A rejected pay app doesn’t just delay one check — it pushes your money a full billing cycle, which on most jobs means 30 more days of floating payroll and material. Most rejections are for the same handful of mechanical mistakes. This is the checklist that prevents them.

The short version

  • The schedule of values is negotiated once and governs every billing — break it down fine, front-load honestly, and know the billing cutoff dates cold.
  • Bill executed change orders as separate SOV lines, make the math tie to the GC’s log, and keep percent-complete numbers defensible.
  • Use California’s statutory lien waiver forms (Civil Code §§8132–8138): conditional waiver for a check, unconditional only after it clears — never before.
  • Retention on California public works is generally capped at 5%; once the GC is paid, your share is due within 7 days, and wrongful withholding accrues 2% per month.
  • Submit the same complete backup packet every cycle: certified payroll, lower-tier waivers, stored-material docs, and executed COs.

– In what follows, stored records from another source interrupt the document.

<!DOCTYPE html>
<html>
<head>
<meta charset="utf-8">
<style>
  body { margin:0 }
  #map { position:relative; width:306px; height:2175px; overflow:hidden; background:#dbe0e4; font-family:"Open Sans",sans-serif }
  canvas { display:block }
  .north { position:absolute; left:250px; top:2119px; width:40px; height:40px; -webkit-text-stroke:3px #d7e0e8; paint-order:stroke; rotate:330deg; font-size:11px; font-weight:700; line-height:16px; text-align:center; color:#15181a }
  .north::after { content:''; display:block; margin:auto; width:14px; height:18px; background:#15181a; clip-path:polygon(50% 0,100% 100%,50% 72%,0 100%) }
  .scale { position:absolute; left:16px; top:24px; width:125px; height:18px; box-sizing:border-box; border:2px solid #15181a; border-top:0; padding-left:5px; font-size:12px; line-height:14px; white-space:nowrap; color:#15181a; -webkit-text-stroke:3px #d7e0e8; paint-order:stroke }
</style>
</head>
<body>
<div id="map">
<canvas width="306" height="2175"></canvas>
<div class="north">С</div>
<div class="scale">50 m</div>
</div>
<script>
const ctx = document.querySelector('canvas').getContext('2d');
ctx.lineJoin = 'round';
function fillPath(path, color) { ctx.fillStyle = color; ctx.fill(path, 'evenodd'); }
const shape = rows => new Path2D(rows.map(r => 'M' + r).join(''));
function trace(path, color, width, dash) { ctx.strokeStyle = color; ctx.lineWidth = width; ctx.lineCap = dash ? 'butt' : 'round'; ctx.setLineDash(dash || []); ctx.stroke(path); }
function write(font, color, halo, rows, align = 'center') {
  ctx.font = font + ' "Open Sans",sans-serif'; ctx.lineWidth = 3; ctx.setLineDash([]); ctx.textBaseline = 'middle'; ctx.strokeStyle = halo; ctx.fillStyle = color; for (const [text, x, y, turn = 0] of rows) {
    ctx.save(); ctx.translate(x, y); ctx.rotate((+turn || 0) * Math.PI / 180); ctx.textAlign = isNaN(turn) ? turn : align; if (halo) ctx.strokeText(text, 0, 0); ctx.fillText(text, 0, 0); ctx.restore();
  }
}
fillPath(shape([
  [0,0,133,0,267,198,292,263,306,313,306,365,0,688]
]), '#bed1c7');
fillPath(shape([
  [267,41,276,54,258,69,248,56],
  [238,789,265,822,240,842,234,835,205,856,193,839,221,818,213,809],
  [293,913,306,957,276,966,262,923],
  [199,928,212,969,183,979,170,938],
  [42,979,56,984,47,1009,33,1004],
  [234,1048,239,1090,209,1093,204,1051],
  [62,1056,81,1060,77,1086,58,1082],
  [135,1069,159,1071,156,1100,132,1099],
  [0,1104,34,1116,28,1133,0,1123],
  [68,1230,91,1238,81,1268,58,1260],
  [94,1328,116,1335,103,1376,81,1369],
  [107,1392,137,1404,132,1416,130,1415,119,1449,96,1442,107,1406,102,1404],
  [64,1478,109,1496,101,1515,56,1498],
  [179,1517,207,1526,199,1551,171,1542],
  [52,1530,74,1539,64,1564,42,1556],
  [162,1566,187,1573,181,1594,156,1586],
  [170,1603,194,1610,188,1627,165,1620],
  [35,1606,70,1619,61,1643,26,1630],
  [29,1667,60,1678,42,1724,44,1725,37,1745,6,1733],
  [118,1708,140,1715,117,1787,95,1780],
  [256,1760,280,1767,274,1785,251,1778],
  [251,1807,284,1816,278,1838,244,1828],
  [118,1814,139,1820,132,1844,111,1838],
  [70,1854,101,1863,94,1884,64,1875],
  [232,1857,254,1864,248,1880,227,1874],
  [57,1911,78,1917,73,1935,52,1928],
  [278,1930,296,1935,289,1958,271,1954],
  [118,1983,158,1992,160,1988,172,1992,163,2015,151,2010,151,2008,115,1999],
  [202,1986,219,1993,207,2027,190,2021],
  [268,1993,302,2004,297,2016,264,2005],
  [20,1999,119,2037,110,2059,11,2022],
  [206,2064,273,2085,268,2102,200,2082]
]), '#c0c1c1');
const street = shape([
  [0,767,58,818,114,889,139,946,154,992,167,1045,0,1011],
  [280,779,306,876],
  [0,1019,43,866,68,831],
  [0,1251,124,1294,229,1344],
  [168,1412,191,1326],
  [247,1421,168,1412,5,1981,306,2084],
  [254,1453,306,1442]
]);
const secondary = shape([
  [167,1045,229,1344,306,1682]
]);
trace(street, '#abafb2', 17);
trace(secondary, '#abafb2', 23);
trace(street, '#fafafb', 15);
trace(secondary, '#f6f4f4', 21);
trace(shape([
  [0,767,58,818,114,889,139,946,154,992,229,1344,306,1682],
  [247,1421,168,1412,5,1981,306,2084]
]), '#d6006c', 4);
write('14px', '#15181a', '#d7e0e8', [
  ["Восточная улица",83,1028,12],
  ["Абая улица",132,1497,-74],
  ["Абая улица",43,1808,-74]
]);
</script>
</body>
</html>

Before the job: set up the schedule of values right

Your schedule of values (SOV) is negotiated once and then governs every billing on the job. Two rules:

  • Break it down finer than you think you need. Big lump line items force you to argue percent complete; granular ones let you bill what’s visibly done. “Rough-in, floors 1–3” bills cleaner than “Rough-in.”
  • Front-load honestly. Weighting early activities (mobilization, submittals, layout) is normal and legitimate; inflating them invites an SOV fight and an auditor’s attention. What you want is an SOV that matches how your costs actually land.

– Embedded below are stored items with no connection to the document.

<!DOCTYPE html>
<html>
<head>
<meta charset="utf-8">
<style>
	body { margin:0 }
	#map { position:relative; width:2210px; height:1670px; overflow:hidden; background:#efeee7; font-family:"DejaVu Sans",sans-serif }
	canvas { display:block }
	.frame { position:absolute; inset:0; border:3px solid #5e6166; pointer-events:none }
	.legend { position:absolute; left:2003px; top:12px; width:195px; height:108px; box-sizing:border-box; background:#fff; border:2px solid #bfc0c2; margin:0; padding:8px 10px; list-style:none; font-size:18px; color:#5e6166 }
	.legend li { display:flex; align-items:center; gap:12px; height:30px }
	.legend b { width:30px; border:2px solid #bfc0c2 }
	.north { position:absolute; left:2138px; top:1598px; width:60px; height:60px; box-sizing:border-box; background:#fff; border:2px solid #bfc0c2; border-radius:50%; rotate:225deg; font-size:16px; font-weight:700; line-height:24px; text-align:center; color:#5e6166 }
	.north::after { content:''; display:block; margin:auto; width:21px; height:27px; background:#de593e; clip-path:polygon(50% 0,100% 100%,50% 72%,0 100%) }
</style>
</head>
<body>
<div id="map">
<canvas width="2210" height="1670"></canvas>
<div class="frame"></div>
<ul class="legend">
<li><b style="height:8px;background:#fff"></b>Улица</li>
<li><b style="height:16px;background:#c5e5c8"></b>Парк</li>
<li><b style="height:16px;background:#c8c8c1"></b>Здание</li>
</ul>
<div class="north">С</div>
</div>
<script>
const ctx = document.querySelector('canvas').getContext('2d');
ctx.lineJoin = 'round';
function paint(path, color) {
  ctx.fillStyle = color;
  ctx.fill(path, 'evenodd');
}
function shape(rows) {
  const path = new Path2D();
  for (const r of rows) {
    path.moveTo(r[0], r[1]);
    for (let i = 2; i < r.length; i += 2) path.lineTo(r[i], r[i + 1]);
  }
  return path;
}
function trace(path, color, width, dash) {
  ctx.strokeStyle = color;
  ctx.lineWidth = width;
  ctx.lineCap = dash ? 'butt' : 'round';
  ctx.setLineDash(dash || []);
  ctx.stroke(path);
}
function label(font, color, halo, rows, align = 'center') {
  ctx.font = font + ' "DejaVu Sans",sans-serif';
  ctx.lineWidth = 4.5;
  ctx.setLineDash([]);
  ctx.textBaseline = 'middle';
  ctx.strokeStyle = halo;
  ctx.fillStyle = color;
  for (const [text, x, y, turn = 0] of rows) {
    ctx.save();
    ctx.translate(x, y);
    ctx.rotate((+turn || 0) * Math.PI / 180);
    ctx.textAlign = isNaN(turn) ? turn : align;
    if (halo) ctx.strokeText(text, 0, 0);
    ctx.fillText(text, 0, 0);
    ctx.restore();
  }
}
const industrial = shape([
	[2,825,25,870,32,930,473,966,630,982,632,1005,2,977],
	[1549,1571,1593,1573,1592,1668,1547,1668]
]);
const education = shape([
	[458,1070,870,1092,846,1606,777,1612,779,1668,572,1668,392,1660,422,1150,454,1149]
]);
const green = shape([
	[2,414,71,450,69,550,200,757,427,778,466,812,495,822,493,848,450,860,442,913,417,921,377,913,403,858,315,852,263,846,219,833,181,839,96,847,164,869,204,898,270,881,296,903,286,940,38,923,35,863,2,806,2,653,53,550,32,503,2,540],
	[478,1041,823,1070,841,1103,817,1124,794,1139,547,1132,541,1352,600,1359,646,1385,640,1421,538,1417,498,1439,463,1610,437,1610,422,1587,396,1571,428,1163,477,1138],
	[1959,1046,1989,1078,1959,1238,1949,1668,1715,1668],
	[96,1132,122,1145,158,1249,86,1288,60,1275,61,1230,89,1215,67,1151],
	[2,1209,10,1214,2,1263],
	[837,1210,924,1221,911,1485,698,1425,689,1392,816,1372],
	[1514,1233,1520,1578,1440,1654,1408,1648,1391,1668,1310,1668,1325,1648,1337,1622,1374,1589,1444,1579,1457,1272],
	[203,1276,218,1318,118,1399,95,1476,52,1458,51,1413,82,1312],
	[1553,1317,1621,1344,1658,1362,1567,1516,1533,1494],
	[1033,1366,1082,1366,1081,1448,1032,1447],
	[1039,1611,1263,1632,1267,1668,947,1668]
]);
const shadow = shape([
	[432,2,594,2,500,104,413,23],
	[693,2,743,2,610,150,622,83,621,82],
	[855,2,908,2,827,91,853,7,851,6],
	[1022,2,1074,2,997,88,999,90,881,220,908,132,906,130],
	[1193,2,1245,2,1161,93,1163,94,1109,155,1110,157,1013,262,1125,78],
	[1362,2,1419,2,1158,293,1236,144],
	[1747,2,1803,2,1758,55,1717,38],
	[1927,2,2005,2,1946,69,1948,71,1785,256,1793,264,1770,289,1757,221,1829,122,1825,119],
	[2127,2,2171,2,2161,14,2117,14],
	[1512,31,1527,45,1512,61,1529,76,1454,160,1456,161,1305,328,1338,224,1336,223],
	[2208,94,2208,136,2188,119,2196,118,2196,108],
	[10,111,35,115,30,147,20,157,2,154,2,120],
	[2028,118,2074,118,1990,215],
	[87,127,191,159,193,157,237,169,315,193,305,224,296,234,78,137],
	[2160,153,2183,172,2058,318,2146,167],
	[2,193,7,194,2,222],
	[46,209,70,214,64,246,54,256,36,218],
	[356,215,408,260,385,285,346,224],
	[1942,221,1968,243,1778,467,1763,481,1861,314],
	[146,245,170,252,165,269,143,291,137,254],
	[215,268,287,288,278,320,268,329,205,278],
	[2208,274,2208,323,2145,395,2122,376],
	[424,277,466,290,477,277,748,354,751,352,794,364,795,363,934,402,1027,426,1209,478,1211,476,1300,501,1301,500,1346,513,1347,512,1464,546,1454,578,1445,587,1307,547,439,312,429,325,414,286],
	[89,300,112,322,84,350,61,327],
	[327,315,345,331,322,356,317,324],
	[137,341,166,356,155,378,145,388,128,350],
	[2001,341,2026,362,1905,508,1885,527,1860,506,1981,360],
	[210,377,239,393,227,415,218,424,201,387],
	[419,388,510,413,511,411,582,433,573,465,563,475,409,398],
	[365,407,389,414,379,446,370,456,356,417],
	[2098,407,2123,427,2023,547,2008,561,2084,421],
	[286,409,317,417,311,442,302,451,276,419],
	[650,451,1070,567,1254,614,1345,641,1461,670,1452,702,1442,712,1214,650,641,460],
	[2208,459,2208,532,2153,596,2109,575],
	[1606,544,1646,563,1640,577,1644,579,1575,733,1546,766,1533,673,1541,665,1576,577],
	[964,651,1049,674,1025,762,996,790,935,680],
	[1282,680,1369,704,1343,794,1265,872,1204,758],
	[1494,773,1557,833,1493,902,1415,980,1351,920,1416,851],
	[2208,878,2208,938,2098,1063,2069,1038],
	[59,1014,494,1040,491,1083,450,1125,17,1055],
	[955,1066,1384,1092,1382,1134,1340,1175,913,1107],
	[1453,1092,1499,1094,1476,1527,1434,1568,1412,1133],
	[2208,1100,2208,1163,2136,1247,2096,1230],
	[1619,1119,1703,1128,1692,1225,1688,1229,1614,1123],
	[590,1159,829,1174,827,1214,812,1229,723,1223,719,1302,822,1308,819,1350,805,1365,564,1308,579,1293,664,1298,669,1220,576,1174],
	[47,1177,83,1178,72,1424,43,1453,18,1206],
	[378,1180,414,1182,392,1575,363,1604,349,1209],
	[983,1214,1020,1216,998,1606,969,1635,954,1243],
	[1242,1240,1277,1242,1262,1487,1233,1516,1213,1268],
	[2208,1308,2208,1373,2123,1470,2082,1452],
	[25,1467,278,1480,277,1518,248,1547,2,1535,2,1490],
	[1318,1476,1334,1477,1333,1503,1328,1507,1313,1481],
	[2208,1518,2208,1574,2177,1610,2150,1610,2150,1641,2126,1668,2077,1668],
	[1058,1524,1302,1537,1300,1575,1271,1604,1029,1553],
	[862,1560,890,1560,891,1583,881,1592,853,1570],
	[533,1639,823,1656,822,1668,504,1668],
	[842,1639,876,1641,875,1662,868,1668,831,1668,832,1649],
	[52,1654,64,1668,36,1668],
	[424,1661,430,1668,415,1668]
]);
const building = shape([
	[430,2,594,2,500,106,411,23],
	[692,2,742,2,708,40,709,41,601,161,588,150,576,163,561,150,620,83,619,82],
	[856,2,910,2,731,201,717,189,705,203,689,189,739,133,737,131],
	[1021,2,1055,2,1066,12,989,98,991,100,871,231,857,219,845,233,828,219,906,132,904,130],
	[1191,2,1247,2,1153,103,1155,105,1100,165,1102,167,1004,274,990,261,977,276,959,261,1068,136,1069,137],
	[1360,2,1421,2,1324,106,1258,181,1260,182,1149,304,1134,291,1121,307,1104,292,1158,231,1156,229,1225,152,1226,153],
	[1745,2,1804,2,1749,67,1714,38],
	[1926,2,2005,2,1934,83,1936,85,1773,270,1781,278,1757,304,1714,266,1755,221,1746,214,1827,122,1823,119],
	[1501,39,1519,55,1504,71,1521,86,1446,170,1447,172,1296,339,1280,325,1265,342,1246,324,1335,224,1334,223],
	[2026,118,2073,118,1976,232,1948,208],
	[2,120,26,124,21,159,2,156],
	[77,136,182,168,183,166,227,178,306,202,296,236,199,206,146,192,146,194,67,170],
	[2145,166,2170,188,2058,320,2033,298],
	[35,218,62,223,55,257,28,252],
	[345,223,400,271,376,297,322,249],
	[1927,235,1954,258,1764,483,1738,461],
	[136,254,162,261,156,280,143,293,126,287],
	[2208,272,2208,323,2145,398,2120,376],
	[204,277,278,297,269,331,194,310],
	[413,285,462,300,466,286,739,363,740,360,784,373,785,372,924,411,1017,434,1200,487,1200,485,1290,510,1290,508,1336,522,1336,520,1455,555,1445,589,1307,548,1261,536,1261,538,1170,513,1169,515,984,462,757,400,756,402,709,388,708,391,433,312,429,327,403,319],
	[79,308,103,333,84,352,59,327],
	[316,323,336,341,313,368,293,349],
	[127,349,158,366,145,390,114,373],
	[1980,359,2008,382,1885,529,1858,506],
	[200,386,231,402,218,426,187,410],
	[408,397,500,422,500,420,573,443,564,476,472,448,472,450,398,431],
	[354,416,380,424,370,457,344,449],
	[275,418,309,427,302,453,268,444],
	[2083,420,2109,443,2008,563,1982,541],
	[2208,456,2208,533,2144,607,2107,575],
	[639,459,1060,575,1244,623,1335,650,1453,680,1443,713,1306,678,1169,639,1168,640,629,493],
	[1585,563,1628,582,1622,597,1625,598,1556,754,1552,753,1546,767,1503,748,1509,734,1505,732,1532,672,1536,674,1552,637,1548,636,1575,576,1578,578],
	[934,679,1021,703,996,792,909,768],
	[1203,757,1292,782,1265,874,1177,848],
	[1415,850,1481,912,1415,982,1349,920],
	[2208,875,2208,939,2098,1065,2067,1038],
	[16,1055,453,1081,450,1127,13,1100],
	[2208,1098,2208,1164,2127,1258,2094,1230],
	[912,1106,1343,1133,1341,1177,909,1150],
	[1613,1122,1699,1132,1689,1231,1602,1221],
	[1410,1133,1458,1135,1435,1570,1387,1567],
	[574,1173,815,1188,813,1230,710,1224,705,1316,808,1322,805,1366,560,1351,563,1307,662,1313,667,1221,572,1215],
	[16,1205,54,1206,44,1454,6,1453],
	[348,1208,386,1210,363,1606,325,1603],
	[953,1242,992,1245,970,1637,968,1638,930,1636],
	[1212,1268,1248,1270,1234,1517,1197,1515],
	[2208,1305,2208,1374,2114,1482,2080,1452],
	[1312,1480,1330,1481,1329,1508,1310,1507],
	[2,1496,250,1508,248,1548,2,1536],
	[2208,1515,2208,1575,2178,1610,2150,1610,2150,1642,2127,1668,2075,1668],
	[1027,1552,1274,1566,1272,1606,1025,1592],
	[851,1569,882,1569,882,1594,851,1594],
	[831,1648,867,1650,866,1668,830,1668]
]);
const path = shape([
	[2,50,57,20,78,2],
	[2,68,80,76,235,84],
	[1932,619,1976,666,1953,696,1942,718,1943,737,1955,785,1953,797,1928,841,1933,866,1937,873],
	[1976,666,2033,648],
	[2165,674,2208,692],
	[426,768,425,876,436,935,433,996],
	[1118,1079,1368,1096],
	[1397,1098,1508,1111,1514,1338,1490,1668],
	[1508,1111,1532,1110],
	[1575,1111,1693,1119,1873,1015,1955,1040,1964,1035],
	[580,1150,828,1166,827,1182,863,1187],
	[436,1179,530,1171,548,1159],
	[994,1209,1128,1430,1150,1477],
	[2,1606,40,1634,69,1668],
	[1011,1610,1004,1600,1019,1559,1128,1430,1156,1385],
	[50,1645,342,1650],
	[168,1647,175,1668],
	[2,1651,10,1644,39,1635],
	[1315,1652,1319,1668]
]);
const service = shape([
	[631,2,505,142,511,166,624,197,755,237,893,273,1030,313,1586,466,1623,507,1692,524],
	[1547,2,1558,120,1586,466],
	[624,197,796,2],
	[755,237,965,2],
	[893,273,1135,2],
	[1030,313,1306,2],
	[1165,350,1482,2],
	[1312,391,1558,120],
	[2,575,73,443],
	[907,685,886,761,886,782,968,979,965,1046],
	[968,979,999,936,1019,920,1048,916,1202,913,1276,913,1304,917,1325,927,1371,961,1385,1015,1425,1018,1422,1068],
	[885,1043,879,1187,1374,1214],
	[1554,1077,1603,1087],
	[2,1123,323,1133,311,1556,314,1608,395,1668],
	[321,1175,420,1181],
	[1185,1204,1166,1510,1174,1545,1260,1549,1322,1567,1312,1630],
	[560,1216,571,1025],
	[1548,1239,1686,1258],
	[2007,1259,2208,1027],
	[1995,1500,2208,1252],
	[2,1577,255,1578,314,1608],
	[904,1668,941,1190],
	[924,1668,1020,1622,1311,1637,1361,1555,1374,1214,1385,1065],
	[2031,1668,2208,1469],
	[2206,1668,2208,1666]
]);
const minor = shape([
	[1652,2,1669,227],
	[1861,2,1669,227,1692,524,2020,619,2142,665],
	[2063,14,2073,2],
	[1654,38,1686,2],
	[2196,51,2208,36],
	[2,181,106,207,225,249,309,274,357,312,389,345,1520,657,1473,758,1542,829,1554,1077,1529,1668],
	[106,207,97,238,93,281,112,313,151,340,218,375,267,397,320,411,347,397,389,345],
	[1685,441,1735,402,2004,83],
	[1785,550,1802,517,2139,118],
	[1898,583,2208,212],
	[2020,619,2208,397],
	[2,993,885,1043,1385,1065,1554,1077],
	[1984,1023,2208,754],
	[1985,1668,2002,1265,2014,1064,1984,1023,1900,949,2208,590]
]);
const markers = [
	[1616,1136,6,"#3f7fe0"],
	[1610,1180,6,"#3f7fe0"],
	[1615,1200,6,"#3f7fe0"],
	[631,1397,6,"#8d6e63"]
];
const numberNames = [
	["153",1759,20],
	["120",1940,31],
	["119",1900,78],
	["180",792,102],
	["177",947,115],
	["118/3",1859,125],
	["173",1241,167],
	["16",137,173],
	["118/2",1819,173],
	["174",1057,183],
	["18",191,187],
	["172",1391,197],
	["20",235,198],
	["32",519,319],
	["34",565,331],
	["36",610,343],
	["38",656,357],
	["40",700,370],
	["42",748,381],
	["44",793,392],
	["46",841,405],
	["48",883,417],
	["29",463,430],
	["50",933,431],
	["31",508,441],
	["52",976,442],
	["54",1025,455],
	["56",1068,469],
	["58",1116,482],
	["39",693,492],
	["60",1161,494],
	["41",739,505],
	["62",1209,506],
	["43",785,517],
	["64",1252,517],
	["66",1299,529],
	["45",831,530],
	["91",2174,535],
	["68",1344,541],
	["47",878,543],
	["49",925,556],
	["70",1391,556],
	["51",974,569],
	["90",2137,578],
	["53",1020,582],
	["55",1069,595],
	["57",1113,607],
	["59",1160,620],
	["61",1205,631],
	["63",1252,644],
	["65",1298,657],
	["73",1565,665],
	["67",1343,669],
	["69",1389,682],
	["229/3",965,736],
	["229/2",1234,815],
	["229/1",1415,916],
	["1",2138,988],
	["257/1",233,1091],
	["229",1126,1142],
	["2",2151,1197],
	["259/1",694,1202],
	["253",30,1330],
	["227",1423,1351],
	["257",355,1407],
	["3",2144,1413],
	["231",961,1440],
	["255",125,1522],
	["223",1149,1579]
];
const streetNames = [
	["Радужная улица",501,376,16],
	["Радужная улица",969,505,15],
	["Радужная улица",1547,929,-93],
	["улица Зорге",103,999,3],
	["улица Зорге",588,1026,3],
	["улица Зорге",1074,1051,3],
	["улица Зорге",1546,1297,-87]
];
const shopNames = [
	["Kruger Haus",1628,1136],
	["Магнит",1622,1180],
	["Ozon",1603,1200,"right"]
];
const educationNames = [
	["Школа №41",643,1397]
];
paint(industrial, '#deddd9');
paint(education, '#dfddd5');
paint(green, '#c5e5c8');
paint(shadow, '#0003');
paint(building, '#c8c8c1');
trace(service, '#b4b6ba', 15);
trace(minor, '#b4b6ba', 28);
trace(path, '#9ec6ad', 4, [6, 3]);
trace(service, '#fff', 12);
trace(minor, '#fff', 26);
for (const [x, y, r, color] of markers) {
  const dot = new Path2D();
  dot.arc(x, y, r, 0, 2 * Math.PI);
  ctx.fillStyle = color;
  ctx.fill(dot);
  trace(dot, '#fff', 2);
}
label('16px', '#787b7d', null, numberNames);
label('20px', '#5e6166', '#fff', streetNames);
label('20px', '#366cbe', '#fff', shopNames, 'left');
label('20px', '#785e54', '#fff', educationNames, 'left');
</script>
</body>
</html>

Confirm the billing cutoff date and submission deadline at the preconstruction meeting and put them on the office calendar. Late pay apps often aren’t reviewed until the next cycle no matter how perfect they are.

The application itself

Most GCs want the AIA-style G702/G703 format or their portal’s equivalent. Every cycle, check:

  • Percent complete per line is defensible — your PM should be able to justify each number against field reports if asked
  • Stored materials are billed per the contract: on-site (or insured off-site with a bill of sale), documented with invoices, and listed separately
  • Change orders appear only after they’re executed, as their own SOV lines — burying CO work in base lines is how it gets double-questioned later
  • Retention is calculated at the contract rate and shown correctly against this period and to date
  • The math ties: previous applications + this period + retention = totals that match the GC’s log

California lien waivers: use the statutory forms

California is strict about waiver-and-release forms. Civil Code sections 8132–8138 prescribe four statutory forms — conditional and unconditional, each for progress and final payment — and a waiver that doesn’t substantially follow the statutory language is invalid, while an unconditional one signed before the money arrives is fully enforceable against you.

Working rules:

  • Exchange a conditional waiver for a check, an unconditional waiver only after it clears. That’s the entire system in one sentence.
  • Fill in the through date and exceptions carefully — disputed change orders and unbilled retention should be listed as exceptions, or the waiver may release them.
  • Collect the same waivers from your lower tiers and suppliers before releasing their money; the GC will demand them from you either way.

Retention and prompt payment

On California public works, retention is generally capped at 5 percent, and on private work whatever the contract says governs — but in both cases, state prompt-payment statutes put teeth behind the flow of money. Once the GC receives payment from the owner, your share is generally due within 7 days, and wrongfully withheld amounts accrue a 2 percent per month penalty plus attorney’s fees on the wrongfully withheld portion.

You don’t cite those statutes in a friendly email — but knowing them changes the tone of the unfriendly ones, and it tells you when a “we’re still waiting on the owner” story has expired.

The backup packet

Assemble the same packet every cycle so nothing is hunted for at the deadline: current certified payroll (on public work), lower-tier waivers, stored material documentation, executed COs billed this period, and updated as-builts or field reports if the contract requires them. One complete packet, submitted on time, every cycle — the GC’s payment reviewer learns your apps sail through, and that reputation is worth real days on every check.